**TASK DIRECTIONS:**
From the records, return each line that has the word "function" in it.

**RECORDS PROVIDED:**
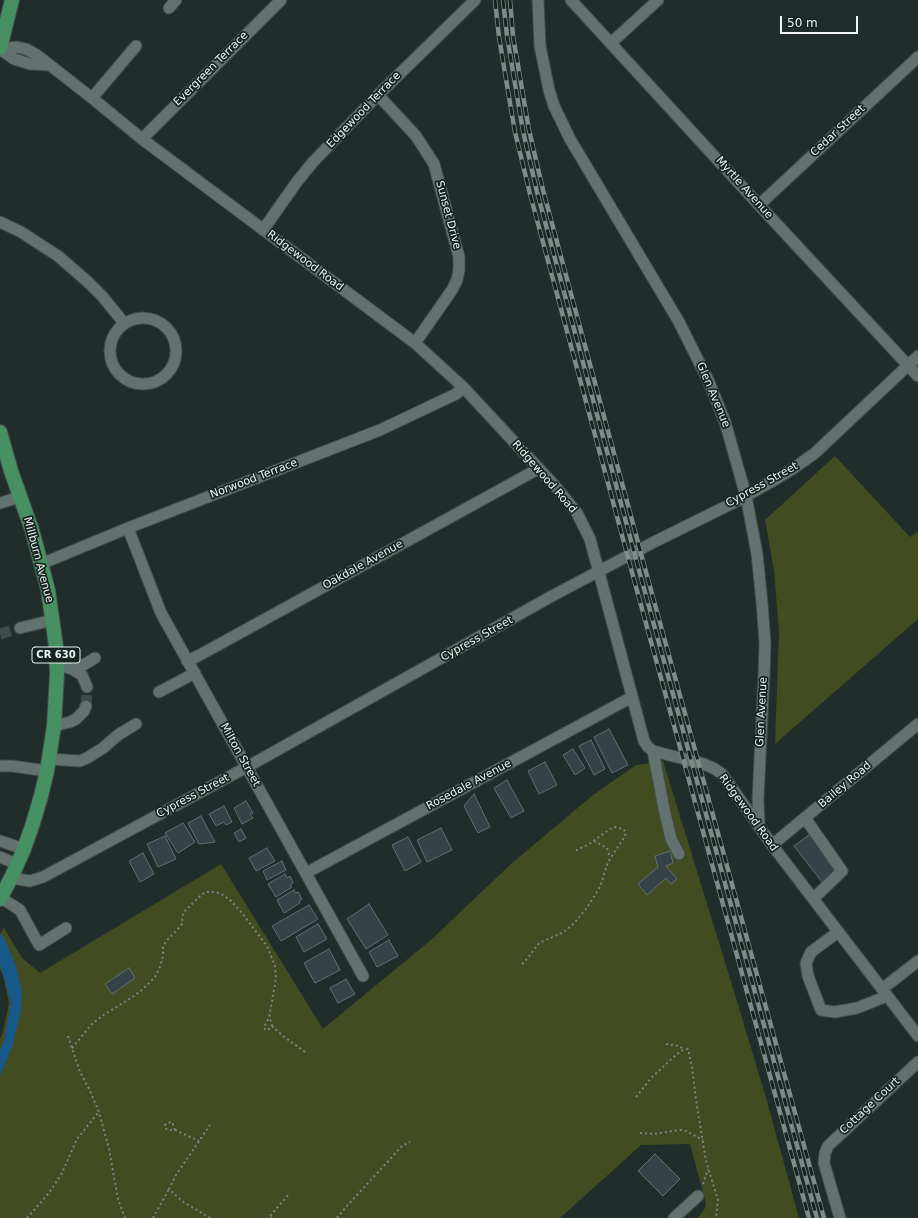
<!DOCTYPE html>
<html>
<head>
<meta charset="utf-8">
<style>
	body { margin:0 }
	#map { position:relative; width:918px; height:1218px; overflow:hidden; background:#212d2b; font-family:"DejaVu Sans",sans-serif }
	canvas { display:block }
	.scale { position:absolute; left:780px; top:16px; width:78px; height:18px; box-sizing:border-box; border:2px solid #eef5f4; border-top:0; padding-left:5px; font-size:12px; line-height:14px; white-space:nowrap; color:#eef5f4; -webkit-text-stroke:3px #172321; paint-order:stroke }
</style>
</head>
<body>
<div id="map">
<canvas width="918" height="1218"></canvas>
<div class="scale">50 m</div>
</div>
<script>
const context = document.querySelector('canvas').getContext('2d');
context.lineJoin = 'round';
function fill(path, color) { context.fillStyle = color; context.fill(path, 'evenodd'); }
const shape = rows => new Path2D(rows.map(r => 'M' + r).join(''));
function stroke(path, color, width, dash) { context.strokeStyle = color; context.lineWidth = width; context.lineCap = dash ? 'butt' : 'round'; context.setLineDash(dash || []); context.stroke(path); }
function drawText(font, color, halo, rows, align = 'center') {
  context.font = font + ' "DejaVu Sans",sans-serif'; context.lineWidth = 3.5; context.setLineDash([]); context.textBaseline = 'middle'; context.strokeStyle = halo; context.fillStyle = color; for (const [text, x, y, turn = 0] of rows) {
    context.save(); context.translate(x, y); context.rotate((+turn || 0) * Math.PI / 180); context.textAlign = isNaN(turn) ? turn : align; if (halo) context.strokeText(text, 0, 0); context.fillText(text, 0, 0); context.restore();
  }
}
const green = shape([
	[835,456,910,537,918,531,918,619,775,744,779,632,774,570,765,520],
	[663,761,736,998,767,1101,799,1218,698,1218,705,1208,706,1203,690,1144,641,1145,560,1218,0,1218,0,1039,3,1032,9,1003,3,975,0,970,0,934,4,928,22,958,40,973,221,864,323,1029,432,939,512,863,593,795,636,765]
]);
const water = shape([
	[2,933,16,966,22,992,21,1011,12,1047,0,1076,0,1050,4,1042,11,1002,0,964,0,937]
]);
const building = shape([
	[609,729,628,765,612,773,594,737,609,729],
	[591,740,605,769,594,775,579,746,591,740],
	[573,749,585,768,575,775,563,755,573,749],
	[545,762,557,785,539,794,528,771,545,762],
	[507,780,524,811,511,818,494,788,507,780],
	[474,794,490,827,478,833,464,806,474,794],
	[246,801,253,813,250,814,253,818,242,824,234,808,246,801],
	[224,806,232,822,226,825,224,822,216,826,209,814,224,806],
	[201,816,215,842,199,844,188,823,201,816],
	[183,823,195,842,178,853,165,833,183,823],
	[441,828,452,850,427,862,417,840,441,828],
	[241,829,246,838,239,842,234,833,241,829],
	[809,835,838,871,823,883,794,846,809,835],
	[165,836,176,859,158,867,147,844,165,836],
	[408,837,421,862,405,871,392,845,408,837],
	[267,848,275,861,256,871,249,858,267,848],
	[670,851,673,863,666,866,677,879,671,884,666,878,647,895,638,884,658,867,655,856,670,851],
	[143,853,154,874,140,882,129,861,143,853],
	[282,861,286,870,267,880,263,871,282,861],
	[285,874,287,878,290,876,293,883,290,885,292,887,276,897,268,884,285,874],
	[294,890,295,893,298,892,302,899,299,901,300,903,284,913,277,900,294,890],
	[369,904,388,935,366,949,347,919,369,904],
	[309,905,318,919,281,941,272,926,309,905],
	[318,924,327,939,304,952,296,937,318,924],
	[389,940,398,956,377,967,369,952,389,940],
	[329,949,340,970,315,983,304,963,329,949],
	[129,968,135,978,112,994,105,984,129,968],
	[346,979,355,994,338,1003,330,988,346,979],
	[655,1154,680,1179,663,1196,638,1171,655,1154]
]);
const minorTunnel = shape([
	[0,634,20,628],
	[86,706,87,687]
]);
const path = shape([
	[594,841,607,848,610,857],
	[522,964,527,959,539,943,564,932,574,923,586,909,600,887,608,862,625,836,626,832,623,829,615,827,610,829,589,844,575,851],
	[272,1026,283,1036,305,1052],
	[68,1036,80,1072,90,1091,99,1112,109,1149,118,1199,125,1218],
	[666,1044,680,1046,683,1050],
	[72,1048,91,1025,102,1016,134,996,143,989,155,977,160,967,163,956,163,948,166,941,175,932,182,924,183,913,202,894,207,892,216,892,223,895,230,900,242,913,267,946,275,966,276,978,269,1018,265,1025,264,1028,266,1030,268,1030,272,1026,271,1021,269,1018],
	[636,1097,652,1077,677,1054,683,1050,688,1049,692,1067,697,1107,706,1161,718,1200,716,1218],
	[175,1130,172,1122,167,1123,165,1125,165,1128,168,1130,175,1130,199,1141],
	[640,1133,654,1134,680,1130,686,1131,703,1140],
	[703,1184,708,1169],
	[27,1218,49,1193,55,1184,62,1173,77,1139,98,1113],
	[153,1218,169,1189],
	[210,1218,182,1201,169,1189,176,1175,210,1125],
	[272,1218,269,1217,290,1193],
	[337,1218,346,1207,392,1157,402,1146,410,1142]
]);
const minor = shape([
	[538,0,540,46,549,90,554,106,570,139,679,322,709,382,725,422,746,496,757,554,762,603,765,643,764,675,758,799,759,825],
	[571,0,759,205,918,376],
	[169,8,176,0],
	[611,43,658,0],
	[0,49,17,47,26,49,37,55,92,98,142,139,415,343,463,387,490,416,555,486,577,513,590,539,644,741,648,747,653,751,704,764,715,769,722,774,772,845,918,1036],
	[0,49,14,59,30,64,49,65],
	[378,95,416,136,434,164,459,257,459,270,457,280,452,290,415,343],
	[92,98,136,46],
	[142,139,281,0],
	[759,205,918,57],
	[0,222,21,232,58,256,88,282,102,296,124,323],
	[263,230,296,183,313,162,378,95,475,0],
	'110 351a33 33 0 1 1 66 0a33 33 0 1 1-66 0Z',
	[0,503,20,497],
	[128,528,161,613,363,976],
	[41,564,128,528,380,430,456,394,463,387],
	[20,628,53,620],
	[187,661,198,656,538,469],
	[56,664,72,669,82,675,87,687],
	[75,670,95,658],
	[159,692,195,673],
	[54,726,70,722,76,719,84,711,86,706],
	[653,751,664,809,671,839,679,854],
	[49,759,80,761,87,758,103,748,118,735,136,724],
	[0,766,12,766,47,771],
	[805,818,842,871,813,899],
	[0,841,24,849],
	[772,845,918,724],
	[0,857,17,864],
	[306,873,632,697],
	[11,878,30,881,43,877,247,767,552,596,654,542,737,501,776,479,794,468,815,453,918,356],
	[1,898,20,910,39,945,66,928],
	[838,932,811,952,806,963,808,976,821,1010,835,1012,857,1008,887,996],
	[882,989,918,961],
	[674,1218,698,1196],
	[840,1218,824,1163,825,1153,828,1146,918,1062]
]);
const major = shape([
	[0,48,12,0],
	[0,432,11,471,32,530,48,590,56,646,57,674,54,726,47,771,41,796,33,823,24,849,11,878,0,899]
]);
const rail = shape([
	[495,0,499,37,508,91,515,132,530,194,633,576,809,1218],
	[503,0,507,36,516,90,523,131,537,192,640,574,817,1218],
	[510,0,513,36,522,89,529,130,543,190,646,572,824,1218]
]);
const shields = [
	[56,655,48]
];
const shieldNames = [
	["CR 630",56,655]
];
const streetNames = [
	["Evergreen Terrace",211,69,-45],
	["Edgewood Terrace",364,110,-46],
	["Cedar Street",838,131,-43],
	["Myrtle Avenue",744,188,48],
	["Sunset Drive",448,215,75],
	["Ridgewood Road",305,261,37],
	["Glen Avenue",713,395,67],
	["Ridgewood Road",544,477,49],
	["Norwood Terrace",254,479,-21],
	["Cypress Street",762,485,-29],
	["Millburn Avenue",38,560,75],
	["Oakdale Avenue",363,565,-29],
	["Cypress Street",477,639,-29],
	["Glen Avenue",762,712,-87],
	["Milton Street",240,755,61],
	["Rosedale Avenue",469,785,-28],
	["Bailey Road",845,785,-40],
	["Cypress Street",193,796,-28],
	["Ridgewood Road",748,813,54],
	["Cottage Court",870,1106,-43]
];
fill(green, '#434b20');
fill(water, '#17588a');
fill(building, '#364246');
stroke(building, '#626f72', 1);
stroke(minorTunnel, '#404b49', 11, [11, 5.5]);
stroke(minor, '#414b49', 13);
stroke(major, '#414b49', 16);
stroke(path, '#7c8684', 2, [2, 3]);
stroke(minor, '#64726f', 11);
stroke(major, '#479061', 14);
stroke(rail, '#808a88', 4.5);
stroke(rail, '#172321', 3, [9]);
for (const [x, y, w] of shields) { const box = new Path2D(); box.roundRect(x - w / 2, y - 8, w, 16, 3); context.fillStyle = '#172321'; context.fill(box); stroke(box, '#eef5f4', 1); }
drawText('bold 10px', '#eef5f4', null, shieldNames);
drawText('11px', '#eef5f4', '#172321', streetNames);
</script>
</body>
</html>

**EXERCISE RESPONSE:**
function fill(path, color) { context.fillStyle = color; context.fill(path, 'evenodd'); }
function stroke(path, color, width, dash) { context.strokeStyle = color; context.lineWidth = width; context.lineCap = dash ? 'butt' : 'round'; context.setLineDash(dash || []); context.stroke(path); }
function drawText(font, color, halo, rows, align = 'center') {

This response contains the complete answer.